Data for review:
□ □ □

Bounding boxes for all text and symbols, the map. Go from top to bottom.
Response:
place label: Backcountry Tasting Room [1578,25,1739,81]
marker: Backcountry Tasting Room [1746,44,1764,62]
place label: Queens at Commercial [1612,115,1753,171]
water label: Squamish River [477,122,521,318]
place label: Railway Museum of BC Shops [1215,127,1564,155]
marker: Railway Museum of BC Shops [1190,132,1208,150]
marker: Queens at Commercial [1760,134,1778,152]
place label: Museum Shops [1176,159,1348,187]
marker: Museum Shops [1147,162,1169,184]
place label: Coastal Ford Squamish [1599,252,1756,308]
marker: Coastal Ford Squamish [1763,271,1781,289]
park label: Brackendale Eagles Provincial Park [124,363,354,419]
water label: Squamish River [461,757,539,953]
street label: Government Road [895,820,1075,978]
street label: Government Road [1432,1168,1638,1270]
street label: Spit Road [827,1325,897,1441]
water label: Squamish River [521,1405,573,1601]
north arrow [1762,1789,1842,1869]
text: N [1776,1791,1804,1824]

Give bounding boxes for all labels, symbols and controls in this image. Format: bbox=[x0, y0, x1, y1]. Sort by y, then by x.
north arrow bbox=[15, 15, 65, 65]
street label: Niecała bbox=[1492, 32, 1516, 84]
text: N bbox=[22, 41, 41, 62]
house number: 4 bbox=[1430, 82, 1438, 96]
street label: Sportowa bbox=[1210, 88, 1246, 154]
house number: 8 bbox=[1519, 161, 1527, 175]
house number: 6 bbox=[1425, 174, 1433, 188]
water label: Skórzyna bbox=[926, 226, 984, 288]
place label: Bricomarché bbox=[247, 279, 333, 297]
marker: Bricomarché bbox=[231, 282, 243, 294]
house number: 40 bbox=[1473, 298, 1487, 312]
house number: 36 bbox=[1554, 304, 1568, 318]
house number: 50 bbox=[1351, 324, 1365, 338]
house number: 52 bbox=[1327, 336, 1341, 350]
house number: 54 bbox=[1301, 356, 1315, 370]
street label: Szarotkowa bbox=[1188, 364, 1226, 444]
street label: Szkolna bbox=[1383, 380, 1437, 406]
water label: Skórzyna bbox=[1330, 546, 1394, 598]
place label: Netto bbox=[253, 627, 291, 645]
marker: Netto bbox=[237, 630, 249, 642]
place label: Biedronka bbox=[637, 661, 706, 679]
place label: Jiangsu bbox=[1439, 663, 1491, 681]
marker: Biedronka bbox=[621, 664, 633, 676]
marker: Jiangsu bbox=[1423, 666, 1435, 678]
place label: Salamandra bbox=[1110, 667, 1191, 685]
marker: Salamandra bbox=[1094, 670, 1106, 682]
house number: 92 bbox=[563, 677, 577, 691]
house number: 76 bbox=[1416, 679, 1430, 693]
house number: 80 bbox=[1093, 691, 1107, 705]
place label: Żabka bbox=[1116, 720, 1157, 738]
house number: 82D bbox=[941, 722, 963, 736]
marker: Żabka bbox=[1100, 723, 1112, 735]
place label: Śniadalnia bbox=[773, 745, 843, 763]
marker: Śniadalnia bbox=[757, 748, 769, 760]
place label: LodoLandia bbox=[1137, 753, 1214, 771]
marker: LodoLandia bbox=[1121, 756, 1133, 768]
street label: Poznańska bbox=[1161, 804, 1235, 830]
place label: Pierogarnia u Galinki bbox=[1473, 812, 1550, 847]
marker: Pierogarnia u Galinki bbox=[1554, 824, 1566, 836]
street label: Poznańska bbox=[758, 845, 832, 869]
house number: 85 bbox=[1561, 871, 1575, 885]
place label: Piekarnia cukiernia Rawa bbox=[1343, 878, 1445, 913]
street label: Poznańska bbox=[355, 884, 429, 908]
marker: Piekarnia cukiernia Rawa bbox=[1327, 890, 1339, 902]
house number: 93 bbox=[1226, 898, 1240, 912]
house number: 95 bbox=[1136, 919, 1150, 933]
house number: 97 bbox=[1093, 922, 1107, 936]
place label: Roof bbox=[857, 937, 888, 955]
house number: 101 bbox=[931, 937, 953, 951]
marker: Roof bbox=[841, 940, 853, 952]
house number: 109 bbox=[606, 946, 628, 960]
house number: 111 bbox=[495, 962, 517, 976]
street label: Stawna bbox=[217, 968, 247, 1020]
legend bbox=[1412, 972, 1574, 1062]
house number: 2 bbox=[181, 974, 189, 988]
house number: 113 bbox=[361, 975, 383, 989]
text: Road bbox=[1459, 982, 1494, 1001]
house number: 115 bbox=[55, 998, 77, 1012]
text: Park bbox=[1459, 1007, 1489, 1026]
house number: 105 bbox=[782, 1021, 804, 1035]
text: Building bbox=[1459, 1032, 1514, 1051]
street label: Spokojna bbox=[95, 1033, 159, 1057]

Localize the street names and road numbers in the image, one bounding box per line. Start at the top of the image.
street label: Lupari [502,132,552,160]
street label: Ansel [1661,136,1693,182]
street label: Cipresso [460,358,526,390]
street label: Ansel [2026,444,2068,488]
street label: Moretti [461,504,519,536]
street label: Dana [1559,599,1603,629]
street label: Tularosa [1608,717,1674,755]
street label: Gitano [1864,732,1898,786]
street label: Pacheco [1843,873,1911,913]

□ □ □

What is needed: Your answer should be each line of the data that contains the word "Railway", copied as it stands.

Task output:
place label: Railway Museum of BC Shops [1215,127,1564,155]
marker: Railway Museum of BC Shops [1190,132,1208,150]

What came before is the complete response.